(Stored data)
[Start of Attachment]

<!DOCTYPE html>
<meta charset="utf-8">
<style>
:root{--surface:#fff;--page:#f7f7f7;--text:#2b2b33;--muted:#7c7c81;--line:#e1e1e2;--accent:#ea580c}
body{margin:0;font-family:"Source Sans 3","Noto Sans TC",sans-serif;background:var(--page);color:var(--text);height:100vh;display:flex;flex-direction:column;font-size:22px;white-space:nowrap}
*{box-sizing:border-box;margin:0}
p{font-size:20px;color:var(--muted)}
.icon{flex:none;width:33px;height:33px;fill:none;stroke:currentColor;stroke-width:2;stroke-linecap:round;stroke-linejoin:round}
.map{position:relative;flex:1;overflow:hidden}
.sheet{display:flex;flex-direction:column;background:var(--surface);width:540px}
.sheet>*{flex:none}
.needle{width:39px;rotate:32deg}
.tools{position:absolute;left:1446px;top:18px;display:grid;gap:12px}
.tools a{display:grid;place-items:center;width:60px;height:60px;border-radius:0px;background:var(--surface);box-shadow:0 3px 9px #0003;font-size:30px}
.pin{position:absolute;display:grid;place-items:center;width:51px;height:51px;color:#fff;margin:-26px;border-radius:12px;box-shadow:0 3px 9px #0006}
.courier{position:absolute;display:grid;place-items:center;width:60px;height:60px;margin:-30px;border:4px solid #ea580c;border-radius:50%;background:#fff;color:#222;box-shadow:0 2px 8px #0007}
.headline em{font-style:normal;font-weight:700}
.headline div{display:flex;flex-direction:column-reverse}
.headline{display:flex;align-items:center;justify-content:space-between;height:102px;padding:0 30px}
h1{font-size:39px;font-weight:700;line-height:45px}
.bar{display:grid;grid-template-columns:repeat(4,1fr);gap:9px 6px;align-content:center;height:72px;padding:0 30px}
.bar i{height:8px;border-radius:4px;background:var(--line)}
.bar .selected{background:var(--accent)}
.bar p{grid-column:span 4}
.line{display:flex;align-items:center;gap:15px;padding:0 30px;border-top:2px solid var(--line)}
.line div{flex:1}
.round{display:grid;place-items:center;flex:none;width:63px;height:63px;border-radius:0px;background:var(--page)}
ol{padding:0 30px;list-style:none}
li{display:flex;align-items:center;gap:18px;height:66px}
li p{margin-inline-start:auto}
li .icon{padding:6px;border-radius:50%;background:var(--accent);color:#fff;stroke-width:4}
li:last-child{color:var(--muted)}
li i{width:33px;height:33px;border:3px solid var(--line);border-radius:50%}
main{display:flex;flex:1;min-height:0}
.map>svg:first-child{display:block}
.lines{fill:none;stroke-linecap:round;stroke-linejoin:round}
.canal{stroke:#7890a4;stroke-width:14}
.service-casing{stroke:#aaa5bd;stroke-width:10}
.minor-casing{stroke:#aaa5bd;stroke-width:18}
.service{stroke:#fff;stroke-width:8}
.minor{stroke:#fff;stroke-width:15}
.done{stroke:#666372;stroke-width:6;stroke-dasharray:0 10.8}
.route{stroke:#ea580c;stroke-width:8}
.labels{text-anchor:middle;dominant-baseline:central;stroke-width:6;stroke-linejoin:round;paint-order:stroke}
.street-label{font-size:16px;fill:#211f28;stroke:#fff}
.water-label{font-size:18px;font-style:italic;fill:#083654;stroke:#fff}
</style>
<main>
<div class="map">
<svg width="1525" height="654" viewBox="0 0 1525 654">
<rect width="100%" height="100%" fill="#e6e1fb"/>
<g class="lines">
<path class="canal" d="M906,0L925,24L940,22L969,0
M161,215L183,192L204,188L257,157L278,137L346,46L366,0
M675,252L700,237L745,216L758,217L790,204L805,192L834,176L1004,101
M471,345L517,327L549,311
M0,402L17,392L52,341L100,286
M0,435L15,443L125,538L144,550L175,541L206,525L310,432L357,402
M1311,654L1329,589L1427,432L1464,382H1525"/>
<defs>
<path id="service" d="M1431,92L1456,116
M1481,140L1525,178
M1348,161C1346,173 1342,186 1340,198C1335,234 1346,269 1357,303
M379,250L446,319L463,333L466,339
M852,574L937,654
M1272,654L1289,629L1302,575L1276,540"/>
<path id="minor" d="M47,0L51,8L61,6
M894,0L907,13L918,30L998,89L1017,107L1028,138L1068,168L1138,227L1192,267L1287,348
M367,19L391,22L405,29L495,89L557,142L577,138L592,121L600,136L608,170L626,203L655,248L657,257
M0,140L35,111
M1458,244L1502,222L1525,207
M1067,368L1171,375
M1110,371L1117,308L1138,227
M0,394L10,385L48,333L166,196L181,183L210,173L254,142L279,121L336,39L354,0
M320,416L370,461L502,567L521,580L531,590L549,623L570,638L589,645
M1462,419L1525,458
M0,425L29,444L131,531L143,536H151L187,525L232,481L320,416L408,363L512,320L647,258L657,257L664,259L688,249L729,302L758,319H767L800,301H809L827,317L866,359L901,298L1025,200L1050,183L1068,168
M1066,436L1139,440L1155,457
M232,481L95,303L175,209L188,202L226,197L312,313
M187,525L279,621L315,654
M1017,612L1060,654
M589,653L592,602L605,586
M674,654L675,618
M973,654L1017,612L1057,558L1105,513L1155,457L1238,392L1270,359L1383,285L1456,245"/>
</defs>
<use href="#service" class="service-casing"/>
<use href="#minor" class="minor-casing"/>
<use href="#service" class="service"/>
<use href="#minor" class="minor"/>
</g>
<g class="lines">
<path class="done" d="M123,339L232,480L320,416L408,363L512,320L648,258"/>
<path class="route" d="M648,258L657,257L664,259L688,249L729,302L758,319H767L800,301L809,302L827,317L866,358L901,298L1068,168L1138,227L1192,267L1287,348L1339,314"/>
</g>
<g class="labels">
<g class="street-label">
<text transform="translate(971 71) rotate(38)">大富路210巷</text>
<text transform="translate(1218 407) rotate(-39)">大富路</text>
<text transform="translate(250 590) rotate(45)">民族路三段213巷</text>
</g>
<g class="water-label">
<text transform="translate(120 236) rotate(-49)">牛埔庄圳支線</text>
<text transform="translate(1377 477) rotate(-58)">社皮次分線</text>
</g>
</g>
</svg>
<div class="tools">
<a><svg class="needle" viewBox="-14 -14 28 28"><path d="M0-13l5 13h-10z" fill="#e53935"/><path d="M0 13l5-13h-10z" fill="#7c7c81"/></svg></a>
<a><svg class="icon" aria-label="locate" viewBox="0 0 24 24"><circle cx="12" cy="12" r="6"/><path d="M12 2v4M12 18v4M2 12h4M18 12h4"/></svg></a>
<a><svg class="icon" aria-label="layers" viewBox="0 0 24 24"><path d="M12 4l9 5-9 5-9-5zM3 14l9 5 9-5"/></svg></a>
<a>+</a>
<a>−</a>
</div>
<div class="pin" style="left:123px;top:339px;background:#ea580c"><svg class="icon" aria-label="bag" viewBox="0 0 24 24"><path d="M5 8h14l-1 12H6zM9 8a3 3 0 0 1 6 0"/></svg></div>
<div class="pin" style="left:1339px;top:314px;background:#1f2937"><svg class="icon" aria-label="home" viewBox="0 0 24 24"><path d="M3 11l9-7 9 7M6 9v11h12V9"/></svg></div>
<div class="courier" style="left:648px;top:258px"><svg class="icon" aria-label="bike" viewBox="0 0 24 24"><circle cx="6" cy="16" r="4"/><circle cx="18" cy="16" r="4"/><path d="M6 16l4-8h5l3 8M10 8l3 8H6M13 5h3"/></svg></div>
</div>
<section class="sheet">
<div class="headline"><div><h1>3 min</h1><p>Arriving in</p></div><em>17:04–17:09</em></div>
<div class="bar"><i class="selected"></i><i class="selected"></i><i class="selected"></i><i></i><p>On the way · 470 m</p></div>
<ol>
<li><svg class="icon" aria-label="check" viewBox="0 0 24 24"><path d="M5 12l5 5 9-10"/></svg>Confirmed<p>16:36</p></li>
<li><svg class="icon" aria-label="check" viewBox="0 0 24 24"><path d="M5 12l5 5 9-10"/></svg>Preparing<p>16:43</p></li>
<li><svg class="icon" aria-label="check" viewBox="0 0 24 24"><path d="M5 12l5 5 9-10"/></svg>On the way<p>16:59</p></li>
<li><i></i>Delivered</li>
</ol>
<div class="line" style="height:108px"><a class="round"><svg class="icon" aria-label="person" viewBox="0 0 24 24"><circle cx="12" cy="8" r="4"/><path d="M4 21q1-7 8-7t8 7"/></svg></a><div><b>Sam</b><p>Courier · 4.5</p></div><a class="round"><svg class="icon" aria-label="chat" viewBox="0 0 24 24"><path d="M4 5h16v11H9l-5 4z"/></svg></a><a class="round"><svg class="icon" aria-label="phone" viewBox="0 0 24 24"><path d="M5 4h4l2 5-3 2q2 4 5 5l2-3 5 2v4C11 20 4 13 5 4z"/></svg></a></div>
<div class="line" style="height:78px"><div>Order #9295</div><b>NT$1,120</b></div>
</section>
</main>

[End of Attachment]

**Exercise requirements**
Every line of the data that includes the word "position" should be copied.

**Worked solution**
.map{position:relative;flex:1;overflow:hidden}
.tools{position:absolute;left:1446px;top:18px;display:grid;gap:12px}
.pin{position:absolute;display:grid;place-items:center;width:51px;height:51px;color:#fff;margin:-26px;border-radius:12px;box-shadow:0 3px 9px #0006}
.courier{position:absolute;display:grid;place-items:center;width:60px;height:60px;margin:-30px;border:4px solid #ea580c;border-radius:50%;background:#fff;color:#222;box-shadow:0 2px 8px #0007}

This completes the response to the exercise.